The vector projection is $< 3 , 6 , - 3 > ,$ the scalar projection is $3 \sqrt{6}$.

#### Explanation:

Given $\vec{a} = < 5 , 8 , 3 >$ and $\vec{b} = < 2 , 4 , - 2 > ,$ we can find $p r o {j}_{\vec{b}} \vec{a}$, the vector projection of $\vec{a}$ onto $\vec{b}$ using the following formula:

$p r o {j}_{\vec{b}} \vec{a} = \left(\frac{\vec{a} \cdot \vec{b}}{| \vec{b} |}\right) \frac{\vec{b}}{|} \vec{b} |$

That is, the dot product of the two vectors divided by the magnitude of $\vec{b}$, multiplied by $\vec{b}$ divided by its magnitude. The second quantity is a vector quantity, as we divide a vector by a scalar. Note that we divide $\vec{b}$ by its magnitude in order to obtain a unit vector (vector with magnitude of $1$). You might notice that the first quantity is scalar, as we know that when we take the dot product of two vectors, the resultant is a scalar.

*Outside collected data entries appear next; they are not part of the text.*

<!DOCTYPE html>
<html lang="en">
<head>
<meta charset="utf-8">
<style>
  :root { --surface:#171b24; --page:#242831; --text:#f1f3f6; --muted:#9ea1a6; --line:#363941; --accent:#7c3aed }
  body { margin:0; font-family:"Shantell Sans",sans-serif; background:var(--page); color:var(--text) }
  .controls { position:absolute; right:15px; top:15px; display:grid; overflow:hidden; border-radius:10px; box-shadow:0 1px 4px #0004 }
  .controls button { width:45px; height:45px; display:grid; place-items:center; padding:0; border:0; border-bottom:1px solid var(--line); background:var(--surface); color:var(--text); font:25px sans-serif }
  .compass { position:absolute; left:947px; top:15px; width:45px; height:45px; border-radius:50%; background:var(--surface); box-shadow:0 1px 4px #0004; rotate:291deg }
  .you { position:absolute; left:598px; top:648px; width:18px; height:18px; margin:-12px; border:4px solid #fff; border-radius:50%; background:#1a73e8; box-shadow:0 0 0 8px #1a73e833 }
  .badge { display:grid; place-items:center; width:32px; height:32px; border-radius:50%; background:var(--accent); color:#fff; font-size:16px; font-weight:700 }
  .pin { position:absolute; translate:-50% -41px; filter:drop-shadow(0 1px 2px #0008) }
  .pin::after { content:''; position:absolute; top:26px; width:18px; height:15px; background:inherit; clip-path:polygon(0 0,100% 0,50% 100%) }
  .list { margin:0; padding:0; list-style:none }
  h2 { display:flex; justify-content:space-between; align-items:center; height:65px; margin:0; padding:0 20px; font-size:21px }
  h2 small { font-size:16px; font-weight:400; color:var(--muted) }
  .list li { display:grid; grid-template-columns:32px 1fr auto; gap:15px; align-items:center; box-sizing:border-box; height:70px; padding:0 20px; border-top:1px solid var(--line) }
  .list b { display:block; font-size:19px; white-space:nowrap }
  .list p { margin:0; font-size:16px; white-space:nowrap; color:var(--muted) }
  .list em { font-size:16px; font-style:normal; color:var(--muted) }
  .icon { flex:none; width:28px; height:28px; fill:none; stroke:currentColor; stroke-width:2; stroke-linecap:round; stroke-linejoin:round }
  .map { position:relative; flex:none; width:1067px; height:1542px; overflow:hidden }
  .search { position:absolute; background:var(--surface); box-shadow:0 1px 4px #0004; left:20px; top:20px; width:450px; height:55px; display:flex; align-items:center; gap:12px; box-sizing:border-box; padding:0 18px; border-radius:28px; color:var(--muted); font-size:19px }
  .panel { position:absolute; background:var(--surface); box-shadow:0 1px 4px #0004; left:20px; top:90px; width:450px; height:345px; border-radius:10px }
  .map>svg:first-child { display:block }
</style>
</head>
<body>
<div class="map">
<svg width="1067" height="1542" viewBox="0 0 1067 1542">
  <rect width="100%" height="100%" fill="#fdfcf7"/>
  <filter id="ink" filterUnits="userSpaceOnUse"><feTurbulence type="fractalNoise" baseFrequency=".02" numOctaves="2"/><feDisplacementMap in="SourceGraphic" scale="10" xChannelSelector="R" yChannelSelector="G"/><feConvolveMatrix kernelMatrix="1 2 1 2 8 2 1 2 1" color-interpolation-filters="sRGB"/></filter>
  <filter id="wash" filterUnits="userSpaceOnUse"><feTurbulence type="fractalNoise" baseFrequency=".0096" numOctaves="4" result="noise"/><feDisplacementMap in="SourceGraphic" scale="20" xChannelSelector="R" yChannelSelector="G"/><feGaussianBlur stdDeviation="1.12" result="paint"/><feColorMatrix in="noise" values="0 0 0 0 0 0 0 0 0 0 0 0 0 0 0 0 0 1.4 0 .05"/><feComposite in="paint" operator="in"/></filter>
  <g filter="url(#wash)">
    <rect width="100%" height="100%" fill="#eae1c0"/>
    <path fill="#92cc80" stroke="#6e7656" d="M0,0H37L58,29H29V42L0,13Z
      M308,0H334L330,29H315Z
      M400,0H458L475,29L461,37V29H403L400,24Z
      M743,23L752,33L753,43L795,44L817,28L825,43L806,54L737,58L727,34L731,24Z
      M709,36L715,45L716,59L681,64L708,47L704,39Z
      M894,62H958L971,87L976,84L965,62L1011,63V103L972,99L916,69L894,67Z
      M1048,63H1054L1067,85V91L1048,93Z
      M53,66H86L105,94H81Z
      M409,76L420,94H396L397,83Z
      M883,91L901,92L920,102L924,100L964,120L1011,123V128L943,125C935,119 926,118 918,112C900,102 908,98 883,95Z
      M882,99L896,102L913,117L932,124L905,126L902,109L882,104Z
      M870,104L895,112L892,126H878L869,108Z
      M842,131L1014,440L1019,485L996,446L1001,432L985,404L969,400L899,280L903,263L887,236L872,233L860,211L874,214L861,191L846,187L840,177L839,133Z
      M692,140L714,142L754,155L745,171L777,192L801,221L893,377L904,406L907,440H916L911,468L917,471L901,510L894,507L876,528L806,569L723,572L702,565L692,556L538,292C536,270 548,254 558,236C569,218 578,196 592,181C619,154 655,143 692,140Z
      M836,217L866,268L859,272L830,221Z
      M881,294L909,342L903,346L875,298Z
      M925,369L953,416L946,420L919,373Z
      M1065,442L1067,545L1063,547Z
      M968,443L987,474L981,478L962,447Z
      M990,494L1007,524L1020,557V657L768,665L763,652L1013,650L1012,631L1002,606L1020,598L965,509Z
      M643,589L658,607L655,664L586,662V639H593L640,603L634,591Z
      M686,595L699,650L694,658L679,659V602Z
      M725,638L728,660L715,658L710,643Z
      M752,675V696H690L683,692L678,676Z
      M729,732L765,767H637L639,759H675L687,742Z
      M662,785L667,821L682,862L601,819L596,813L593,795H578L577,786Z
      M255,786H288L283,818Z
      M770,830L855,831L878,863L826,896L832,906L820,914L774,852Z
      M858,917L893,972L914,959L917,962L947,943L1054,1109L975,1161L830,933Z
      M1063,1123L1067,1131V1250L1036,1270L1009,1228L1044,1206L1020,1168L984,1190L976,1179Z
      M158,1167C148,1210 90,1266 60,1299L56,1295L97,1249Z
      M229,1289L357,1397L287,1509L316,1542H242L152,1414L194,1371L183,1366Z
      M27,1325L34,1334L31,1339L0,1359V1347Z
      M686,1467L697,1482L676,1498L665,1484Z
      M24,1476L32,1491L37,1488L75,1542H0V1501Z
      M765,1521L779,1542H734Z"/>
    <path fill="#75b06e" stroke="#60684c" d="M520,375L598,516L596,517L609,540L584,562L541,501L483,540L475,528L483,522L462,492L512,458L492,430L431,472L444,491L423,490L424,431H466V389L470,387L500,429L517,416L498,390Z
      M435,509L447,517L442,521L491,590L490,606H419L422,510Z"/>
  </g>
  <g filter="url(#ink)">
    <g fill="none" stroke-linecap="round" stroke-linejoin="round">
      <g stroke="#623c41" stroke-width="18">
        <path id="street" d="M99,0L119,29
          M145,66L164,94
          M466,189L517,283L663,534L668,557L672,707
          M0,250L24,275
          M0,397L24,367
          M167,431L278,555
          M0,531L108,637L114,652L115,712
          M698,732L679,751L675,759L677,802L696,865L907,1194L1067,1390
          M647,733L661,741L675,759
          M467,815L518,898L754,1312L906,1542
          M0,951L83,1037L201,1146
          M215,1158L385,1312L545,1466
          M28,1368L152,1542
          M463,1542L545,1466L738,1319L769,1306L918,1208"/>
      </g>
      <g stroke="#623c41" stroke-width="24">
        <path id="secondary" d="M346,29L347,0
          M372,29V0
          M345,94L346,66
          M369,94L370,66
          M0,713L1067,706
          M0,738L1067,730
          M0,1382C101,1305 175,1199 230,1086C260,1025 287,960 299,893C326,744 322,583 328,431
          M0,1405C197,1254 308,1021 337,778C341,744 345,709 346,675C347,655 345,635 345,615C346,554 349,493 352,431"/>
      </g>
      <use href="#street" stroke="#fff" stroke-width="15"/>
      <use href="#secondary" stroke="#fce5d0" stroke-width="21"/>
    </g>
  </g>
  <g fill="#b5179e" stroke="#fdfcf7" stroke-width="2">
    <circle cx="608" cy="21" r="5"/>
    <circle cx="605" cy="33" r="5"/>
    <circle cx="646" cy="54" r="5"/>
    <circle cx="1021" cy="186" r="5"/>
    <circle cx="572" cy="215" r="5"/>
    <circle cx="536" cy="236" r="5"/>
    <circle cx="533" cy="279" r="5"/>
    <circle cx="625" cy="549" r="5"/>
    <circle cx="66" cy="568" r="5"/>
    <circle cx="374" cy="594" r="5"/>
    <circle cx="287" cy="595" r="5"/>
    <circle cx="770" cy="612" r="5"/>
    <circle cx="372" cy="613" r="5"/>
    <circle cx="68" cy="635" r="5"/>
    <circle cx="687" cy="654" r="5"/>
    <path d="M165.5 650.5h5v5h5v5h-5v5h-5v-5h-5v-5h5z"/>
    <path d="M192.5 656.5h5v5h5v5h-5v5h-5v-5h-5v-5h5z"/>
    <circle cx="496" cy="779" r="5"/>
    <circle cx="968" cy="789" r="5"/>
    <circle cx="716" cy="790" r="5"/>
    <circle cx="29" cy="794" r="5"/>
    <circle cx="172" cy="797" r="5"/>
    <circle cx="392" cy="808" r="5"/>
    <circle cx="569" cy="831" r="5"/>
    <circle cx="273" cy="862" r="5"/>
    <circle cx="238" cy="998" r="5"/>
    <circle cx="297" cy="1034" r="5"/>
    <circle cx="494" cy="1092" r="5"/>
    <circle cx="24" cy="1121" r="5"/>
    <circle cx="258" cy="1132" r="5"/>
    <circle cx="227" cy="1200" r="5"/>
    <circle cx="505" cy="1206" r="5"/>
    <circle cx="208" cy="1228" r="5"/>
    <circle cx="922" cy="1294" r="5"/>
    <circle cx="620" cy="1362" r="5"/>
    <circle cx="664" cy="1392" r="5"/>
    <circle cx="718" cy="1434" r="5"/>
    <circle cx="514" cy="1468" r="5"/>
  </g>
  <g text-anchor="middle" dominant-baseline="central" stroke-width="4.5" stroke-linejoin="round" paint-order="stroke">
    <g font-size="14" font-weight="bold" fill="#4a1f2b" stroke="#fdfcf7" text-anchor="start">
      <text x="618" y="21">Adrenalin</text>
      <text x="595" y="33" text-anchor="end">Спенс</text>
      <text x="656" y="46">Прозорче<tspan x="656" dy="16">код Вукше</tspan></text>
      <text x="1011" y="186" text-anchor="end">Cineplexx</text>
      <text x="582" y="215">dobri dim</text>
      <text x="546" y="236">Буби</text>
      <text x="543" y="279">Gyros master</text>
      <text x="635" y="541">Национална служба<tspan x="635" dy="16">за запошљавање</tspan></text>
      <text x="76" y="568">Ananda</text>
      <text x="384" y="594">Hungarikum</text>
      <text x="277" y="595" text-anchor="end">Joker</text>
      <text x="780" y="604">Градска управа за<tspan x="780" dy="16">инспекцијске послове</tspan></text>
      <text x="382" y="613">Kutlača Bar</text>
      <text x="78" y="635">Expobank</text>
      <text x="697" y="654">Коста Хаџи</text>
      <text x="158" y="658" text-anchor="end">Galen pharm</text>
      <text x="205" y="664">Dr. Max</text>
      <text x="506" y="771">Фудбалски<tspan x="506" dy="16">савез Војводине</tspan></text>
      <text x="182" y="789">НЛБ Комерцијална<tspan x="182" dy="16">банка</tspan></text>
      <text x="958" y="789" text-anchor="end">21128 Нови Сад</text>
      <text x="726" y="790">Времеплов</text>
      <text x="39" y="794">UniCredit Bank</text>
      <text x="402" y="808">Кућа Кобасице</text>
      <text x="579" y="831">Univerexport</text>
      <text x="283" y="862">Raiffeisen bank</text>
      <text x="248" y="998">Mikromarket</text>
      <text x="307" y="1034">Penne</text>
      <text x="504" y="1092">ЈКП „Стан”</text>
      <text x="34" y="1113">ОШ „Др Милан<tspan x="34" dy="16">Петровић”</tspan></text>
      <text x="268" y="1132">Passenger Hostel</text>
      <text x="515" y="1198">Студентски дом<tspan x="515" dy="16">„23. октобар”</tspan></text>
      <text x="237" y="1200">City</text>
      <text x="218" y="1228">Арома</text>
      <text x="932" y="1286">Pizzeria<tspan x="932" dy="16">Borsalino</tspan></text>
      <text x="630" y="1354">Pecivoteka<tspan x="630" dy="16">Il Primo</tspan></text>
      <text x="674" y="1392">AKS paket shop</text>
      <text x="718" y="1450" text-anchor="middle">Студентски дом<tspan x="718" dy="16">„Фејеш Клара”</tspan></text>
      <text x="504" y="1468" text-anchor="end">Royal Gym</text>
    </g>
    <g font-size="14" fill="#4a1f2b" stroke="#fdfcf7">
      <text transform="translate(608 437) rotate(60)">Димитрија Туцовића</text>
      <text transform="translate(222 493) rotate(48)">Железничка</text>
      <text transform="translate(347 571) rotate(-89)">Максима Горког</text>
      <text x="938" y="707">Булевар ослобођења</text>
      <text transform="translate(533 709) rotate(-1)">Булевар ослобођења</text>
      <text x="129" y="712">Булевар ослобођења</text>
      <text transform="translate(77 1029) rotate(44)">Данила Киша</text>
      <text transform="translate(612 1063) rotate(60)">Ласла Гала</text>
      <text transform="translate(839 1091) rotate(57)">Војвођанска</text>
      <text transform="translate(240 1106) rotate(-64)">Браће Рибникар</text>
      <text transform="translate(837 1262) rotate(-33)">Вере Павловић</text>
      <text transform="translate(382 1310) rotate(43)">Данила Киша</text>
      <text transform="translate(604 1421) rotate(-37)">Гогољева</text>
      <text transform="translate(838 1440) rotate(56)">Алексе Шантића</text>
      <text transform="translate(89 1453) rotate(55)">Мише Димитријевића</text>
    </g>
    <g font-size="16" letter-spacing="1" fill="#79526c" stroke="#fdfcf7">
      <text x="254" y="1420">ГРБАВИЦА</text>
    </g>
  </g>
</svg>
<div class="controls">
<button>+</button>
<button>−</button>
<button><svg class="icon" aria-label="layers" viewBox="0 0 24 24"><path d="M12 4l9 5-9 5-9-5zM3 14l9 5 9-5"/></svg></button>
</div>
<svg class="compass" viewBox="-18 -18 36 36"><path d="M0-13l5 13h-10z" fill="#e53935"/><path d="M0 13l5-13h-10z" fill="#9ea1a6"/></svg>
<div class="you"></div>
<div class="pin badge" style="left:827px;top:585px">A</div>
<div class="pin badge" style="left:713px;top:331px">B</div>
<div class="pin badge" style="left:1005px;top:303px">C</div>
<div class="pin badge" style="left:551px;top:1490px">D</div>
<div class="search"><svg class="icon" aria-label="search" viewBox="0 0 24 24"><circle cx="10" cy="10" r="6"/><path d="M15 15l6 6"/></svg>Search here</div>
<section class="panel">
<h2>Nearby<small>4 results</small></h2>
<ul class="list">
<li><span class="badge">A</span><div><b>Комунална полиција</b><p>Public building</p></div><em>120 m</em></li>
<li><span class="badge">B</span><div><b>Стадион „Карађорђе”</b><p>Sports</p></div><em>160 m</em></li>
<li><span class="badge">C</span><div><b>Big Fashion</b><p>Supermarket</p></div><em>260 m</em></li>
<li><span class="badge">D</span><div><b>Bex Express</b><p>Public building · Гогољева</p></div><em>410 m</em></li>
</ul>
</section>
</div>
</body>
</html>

Therefore, the scalar projection of $a$ onto $b$ is $c o m {p}_{\vec{b}} \vec{a} = \frac{a \cdot b}{| b |}$, also written $| p r o {j}_{\vec{b}} \vec{a} |$.

We can start by taking the dot product of the two vectors.

$\vec{a} \cdot \vec{b} = < 5 , 8 , 3 > \cdot < 2 , 4 , - 2 >$

$\implies \left(5 \cdot 2\right) + \left(8 \cdot 4\right) + \left(3 \cdot - 2\right)$

$\implies 10 + 32 - 6 = 36$

Then we can find the magnitude of $\vec{b}$ by taking the square root of the sum of the squares of each of the components.

$| \vec{b} | = \sqrt{{\left({b}_{x}\right)}^{2} + {\left({b}_{y}\right)}^{2} + {\left({b}_{z}\right)}^{2}}$

$| \vec{b} | = \sqrt{{\left(2\right)}^{2} + {\left(4\right)}^{2} + {\left(2\right)}^{2}}$

$\implies \sqrt{4 + 16 + 4} = \sqrt{24}$

And now we have everything we need to find the vector projection of $\vec{a}$ onto $\vec{b}$.

$p r o {j}_{\vec{b}} \vec{a} = \frac{36}{\sqrt{24}} \cdot \frac{< 2 , 4 , - 2 >}{\sqrt{24}}$

$\implies \frac{36 < 2 , 4 , - 2 >}{24}$

$= \frac{3}{2} < 2 , 4 , - 2 >$

$\implies < 3 , 6 , - 3 >$

The scalar projection of $\vec{a}$ onto $\vec{b}$ is just the first half of the formula, where $c o m {p}_{\vec{b}} \vec{a} = \frac{a \cdot b}{| b |}$. Therefore, the scalar projection is $\frac{36}{\sqrt{24}}$. This could be simplified further if desired:

$\implies \frac{36}{2 \sqrt{6}}$

$\implies \frac{18}{\sqrt{6}}$

$\implies \frac{18 \sqrt{6}}{6}$

$\implies 3 \sqrt{6}$

Hope that helps!